Accordingly, a number of "cofactors" such as mycoplasmas
(85, 93) and other viruses (15, 76) have been postulated as helping
HIV to cause AIDS. However, there is no consensus at this time about
a specific cofactor that would be sufficient to cause AIDS in combination
with HIV (76, 93). Moreover, there is not even one plausible hypothesis
as to how a latent retrovirus such as HIV, which is present in no
more than 1 in 500 T-cells, could possibly help another microbe
to cause AIDS that, by itself, is not able to do so.
Indeed, there
are at least six inconsistencies between AIDS and infectious disease:
1. Paradoxically,
there is not even one case reported in the scientific literature
of a health care worker who contracted AIDS from a patient, although
there were over 200,000 AIDS patients in the U.S. in the last 10
years (52). Likewise, not even one scientist contracted AIDS from
the "AIDS virus" or from other microbes from AIDS patients,
which are propagated in hundreds of research laboratories and companies
(53, 54, 87).
2. All new
infectious diseases spread exponentially in susceptible populations
(11). However, despite widespread alarm, AIDS claims since 1987
only about 30,000 or 0.03% per year from a reservoir of over 100
million susceptible, sexually active Americans. This is particularly
paradoxical for a presumably infectious syndrome, because conventional
venereal diseases are increasing in the U.S. (97) and because there
is no anti-HIV vaccine and no anti-HIV drug.
3. The distribution
of all infectious venereal diseases is almost even between the sexes
(98). By contrast, 90% of American AIDS is restricted to males since
1981 (52). This is incompatible with infectious venereal disease.
4. Almost
all (94%) of the Americans who develop AIDS have been subject to
abnormal health risks (52). These risks include either long-term
consumption of recreational, psychoactive, and aphrodisiac drugs
and anti-HIV drugs such as the cytocidal DNA chain-terminator AZT
(see below) or congenital or acquired deficiencies such as hemophilia
(52, 54). This indicates that specific health risks are necessary
for AIDS.
5. The observations
that distinct AIDS-risk groups have distinct AIDS diseases-e.g.,
homosexuals having 20 times more Kaposi sarcoma than HIV carriers
from other risk groups (65), intravenous drug users having a proclivity
for tuberculosis (66, 67), "crack" (cocaine) smokers for
pneumonia (68), and AZT users for anemia, nausea, and lymphoma (69-71)-are
also difficult to reconcile with a single infectious cause.
6. All AIDS
diseases occur in all AIDS-risk groups in the absence of HIV (54).
In view of
these inconsistencies between AIDS and infectious disease and the
total lack of a common active microbe in AIDS, several investigators,
including us, have concluded that AIDS may not be infectious (54,
56-62, 99-102).
2. The
Drug-AIDS Hypothesis
An alternative
hypothesis proposes that American AIDS diseases, above their normal
background, are the result of the long-term consumption of (a)
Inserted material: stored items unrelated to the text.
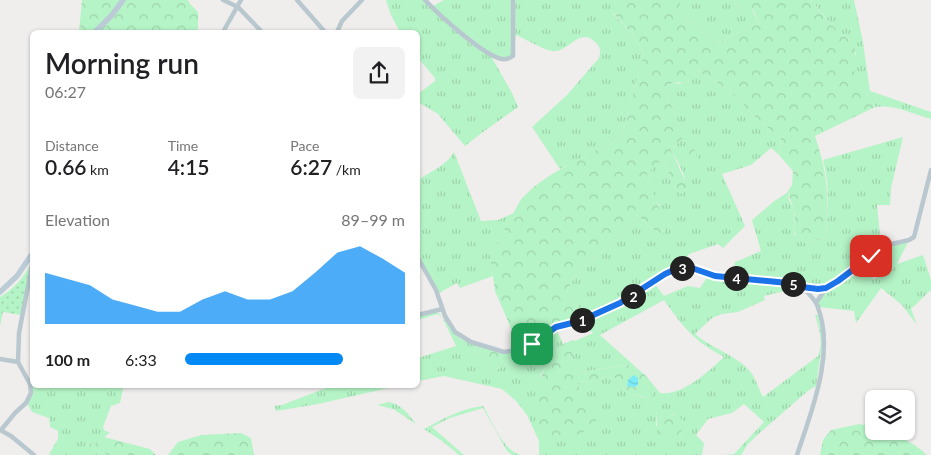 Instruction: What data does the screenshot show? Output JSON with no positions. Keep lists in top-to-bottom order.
{
  "page": {
    "heading": ["Morning run", "06:27"],
    "stats": [
      ["Distance", "0.66 km"],
      ["Time", "4:15"],
      ["Pace", "6:27 /km"]
    ],
    "chart": ["Elevation", "89–99 m"],
    "pins": [
      "3",
      "4",
      "5",
      "2",
      "1"
    ],
    "list": [
      {
        "name": "100 m",
        "note": "6:33"
      }
    ]
  }
} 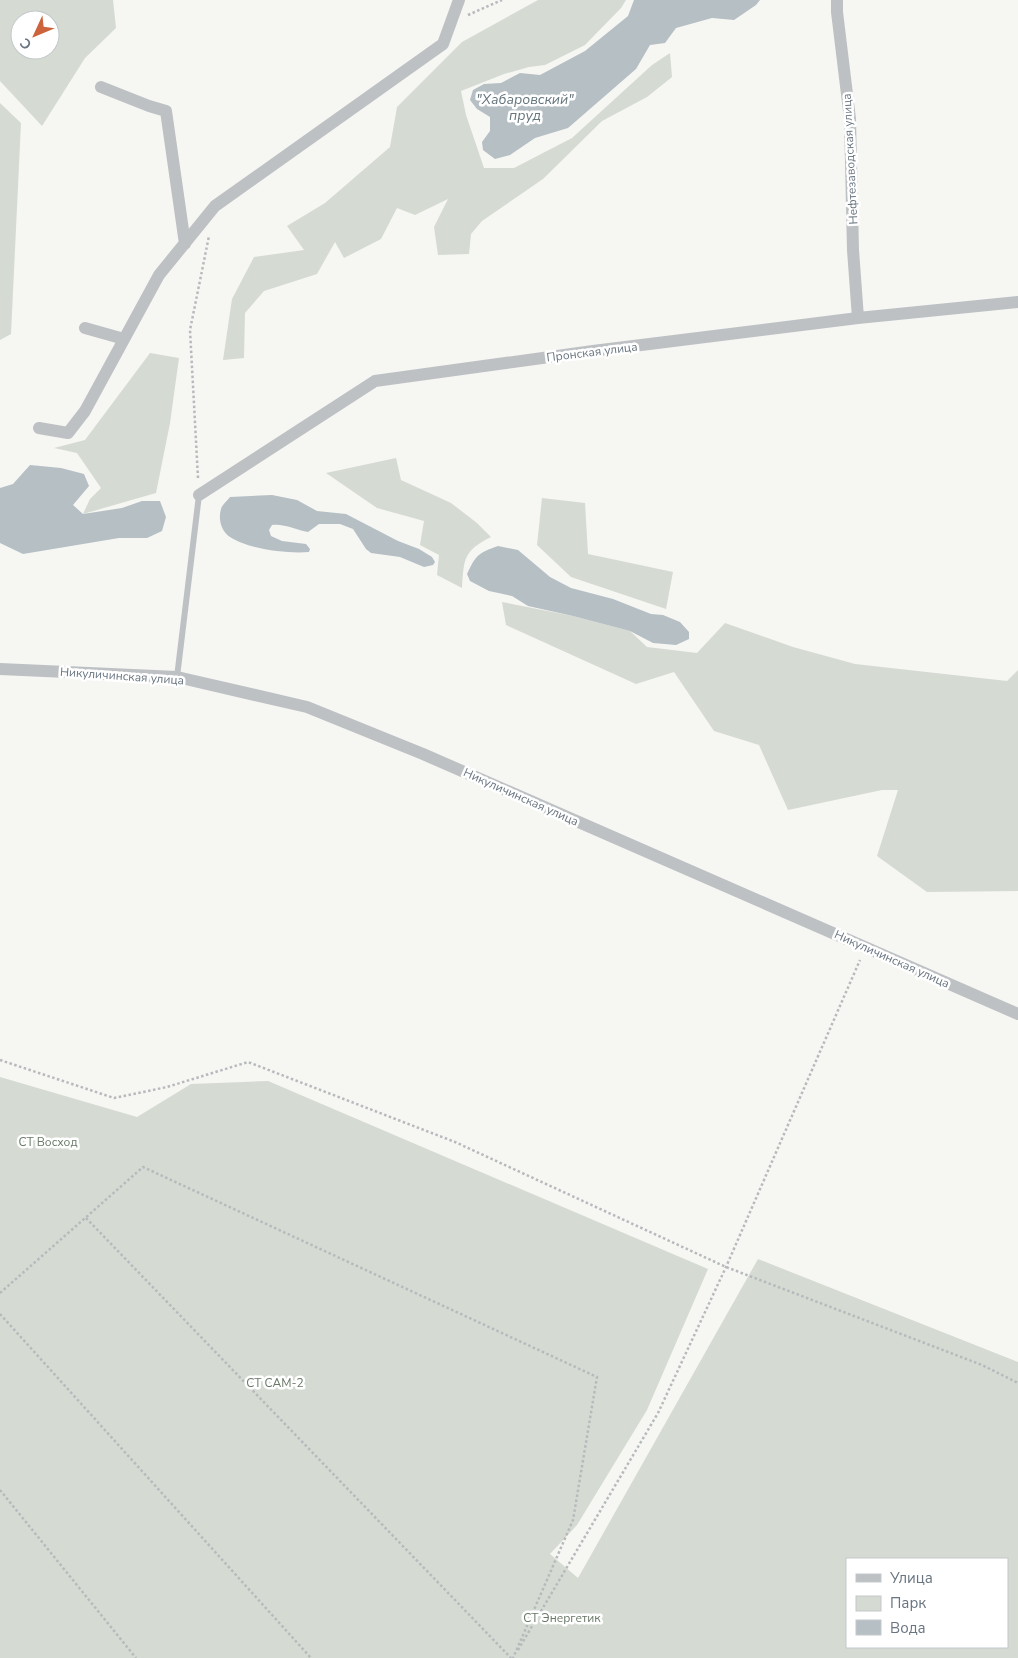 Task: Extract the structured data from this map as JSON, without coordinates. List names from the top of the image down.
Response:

intravenous and (b) oral recreational drugs, and (c)
anti-HIV drugs (54, 60, 103). The following epidemiological and
drug-toxicity data support this hypothesis.
a. Intravenous
Recreational Drugs. Currently, 32% of the American AIDS
patients come from groups that use intravenous drugs such as heroin,
cocaine, and others (52, 55). This group includes about 75% of the
heterosexual AIDS cases, 71% of the females with AIDS, and over
10% of the male homosexuals and hemophiliacs with AIDS (52, 55).
In addition, about 50% of American children with AIDS were born
to mothers who are confirmed intravenous drug users and another
20% to mothers who had "sex with intravenous drug users"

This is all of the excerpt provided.